Memory Saving: Each GPU holds the full fp16 model (2 bytes/param) but only half of the fp32 model (4 bytes/param), half the momentum (4 bytes/param), and half the variance (4 bytes/param). We have eliminated the redundancy for all 12 bytes/parameter of optimizer states.

Step 1: Compute full gradient

Each GPU computes a full gradient on their subset of the batch.
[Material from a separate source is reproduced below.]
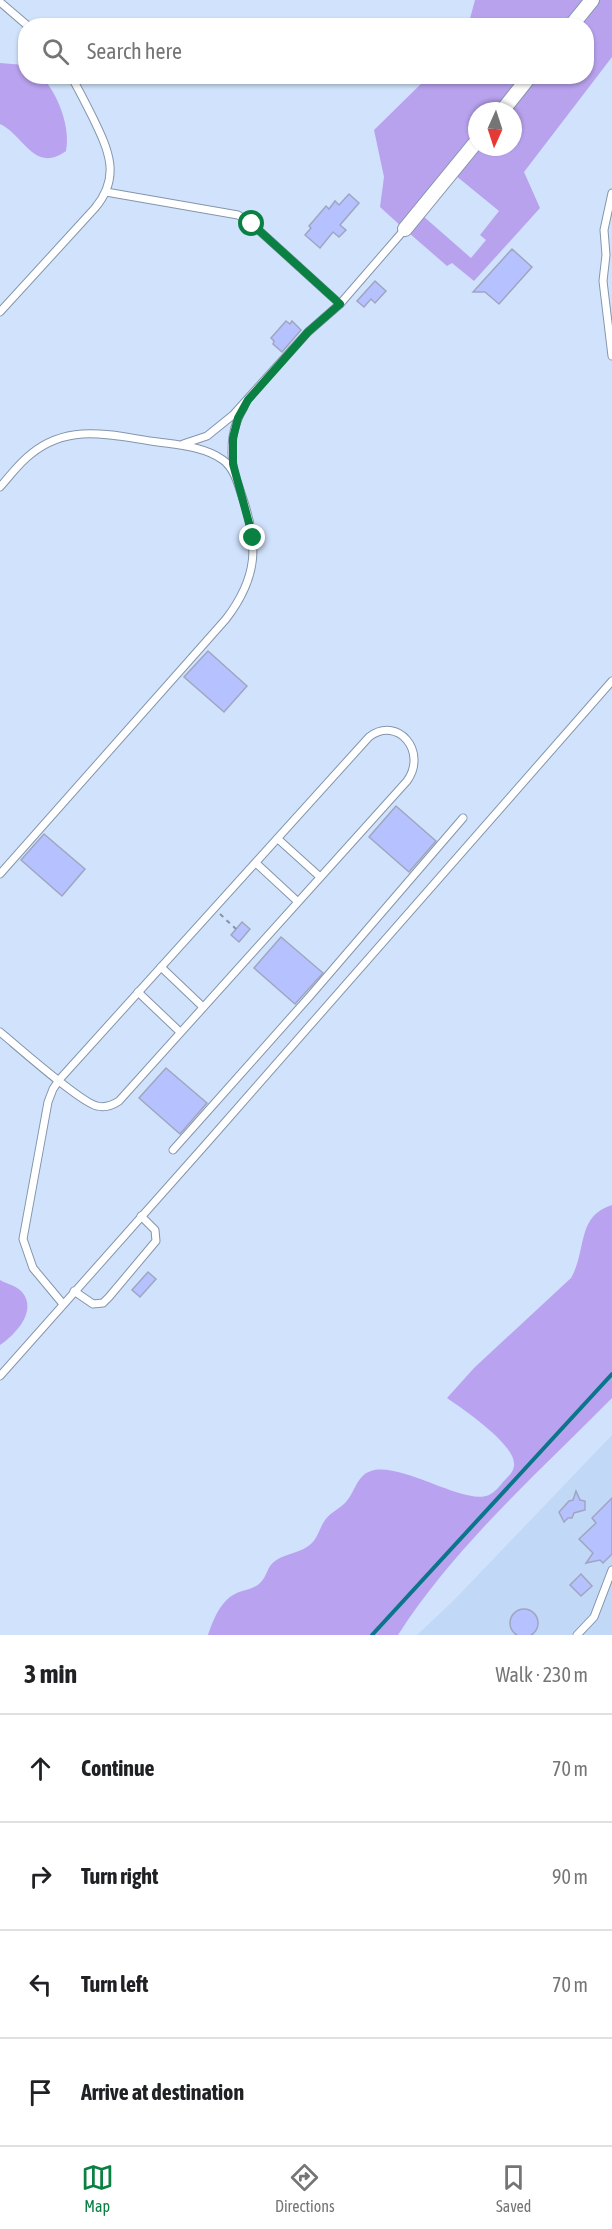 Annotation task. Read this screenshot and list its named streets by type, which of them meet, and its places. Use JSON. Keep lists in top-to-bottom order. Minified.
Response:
{"north":"bottom","page":{"search":"Search here","heading":["3 min","Walk · 230 m"],"list":[["Continue","70 m"],["Turn right","90 m"],["Turn left","70 m"],"Arrive at destination"],"nav":["Map","Directions","Saved"]}} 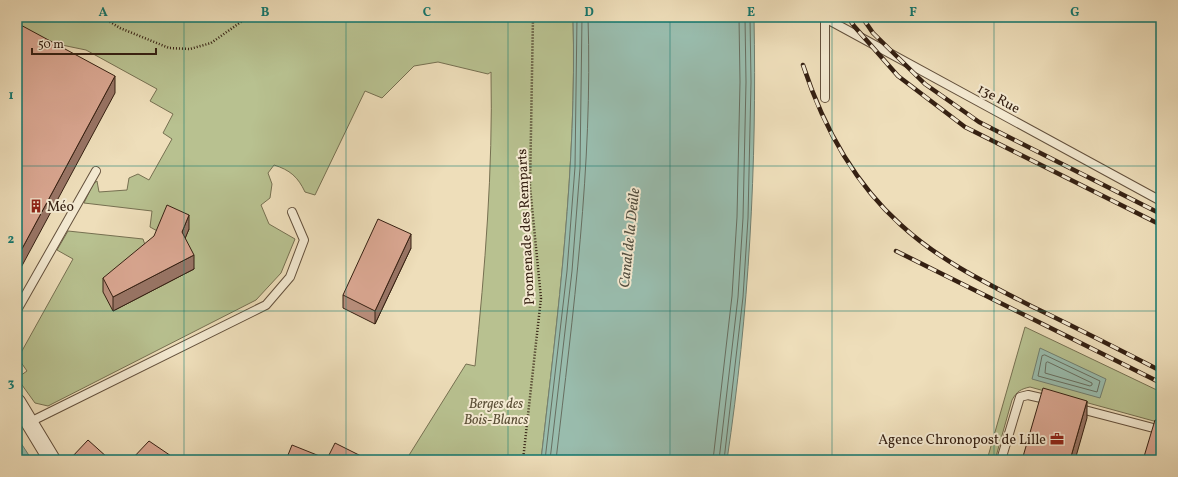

On GPU0: Forward and backward pass

GPU 0 performs its calculations completely independently.

Forward Pass (GPU 0)

Calculate h: h = w1*x1 + w2*x2 = (2.0 * 1) + (-3.0 * 3) = 2 - 9 = -7.0
Apply Activation a: a = ReLU(h) = ReLU(-7.0) = 0
Calculate Prediction y_pred: y_pred = w3*a + w4 = (1.0 * 0) + 0.5 = 0.5
Calculate Loss: Loss = 0.5 * (0.5 - 5)^2 = 0.5 * (-4.5)^2 = 0.5 * 20.25 = 10.125

Note on Activation Checkpointing: During this forward pass, to save memory, we do not store the intermediate values of h and a. They will be recomputed during the backward pass.

Backward Pass (GPU 0)

Now we go backward using the chain rule to find the gradient of the Loss with respect to each weight.

Gradient wrt y_pred: dL/dy_pred = (y_pred - y_true) = 0.5 - 5 = -4.5
Recompute activation a for gradient calculation: Before calculating gradients for w3 and w4, we must first recompute the activation a which was discarded after the forward pass. This requires re-running the first part of the model.
- Recompute h: h = w1*x1 + w2*x2 = (2.0 * 1) + (-3.0 * 3) = -7.0
- Recompute a: a = ReLU(h) = ReLU(-7.0) = 0
Gradient wrt w4: dL/dw4 = (dL/dy_pred) * (dy_pred/dw4) The derivative of w3*a + w4 wrt w4 is 1. = -4.5 * 1 = -4.5
Gradient wrt w3: dL/dw3 = (dL/dy_pred) * (dy_pred/dw3) The derivative of w3*a + w4 wrt w3 is a. = -4.5 * a = -4.5 * 0 = 0
Gradient wrt a: dL/da = (dL/dy_pred) * (dy_pred/da) The derivative of w3*a + w4 wrt a is w3. = -4.5 * w3 = -4.5 * 1.0 = -4.5
Gradient wrt h: dL/dh = (dL/da) * (da/dh) The derivative of ReLU(h) is 0 if h<0 and 1 if h>0. Since h=-7.0, the derivative is 0. = -4.5 * 0 = 0
Gradient wrt w2 and w1: Since dL/dh is 0, any gradient flowing back from it will also be zero.
- dL/dw2 = (dL/dh) * (dh/dw2) = 0 * x2 = 0
- dL/dw1 = (dL/dh) * (dh/dw1) = 0 * x1 = 0

Result from GPU 0: Grad0 = [grad_w1=0, grad_w2=0, grad_w3=0, grad_w4=-4.5]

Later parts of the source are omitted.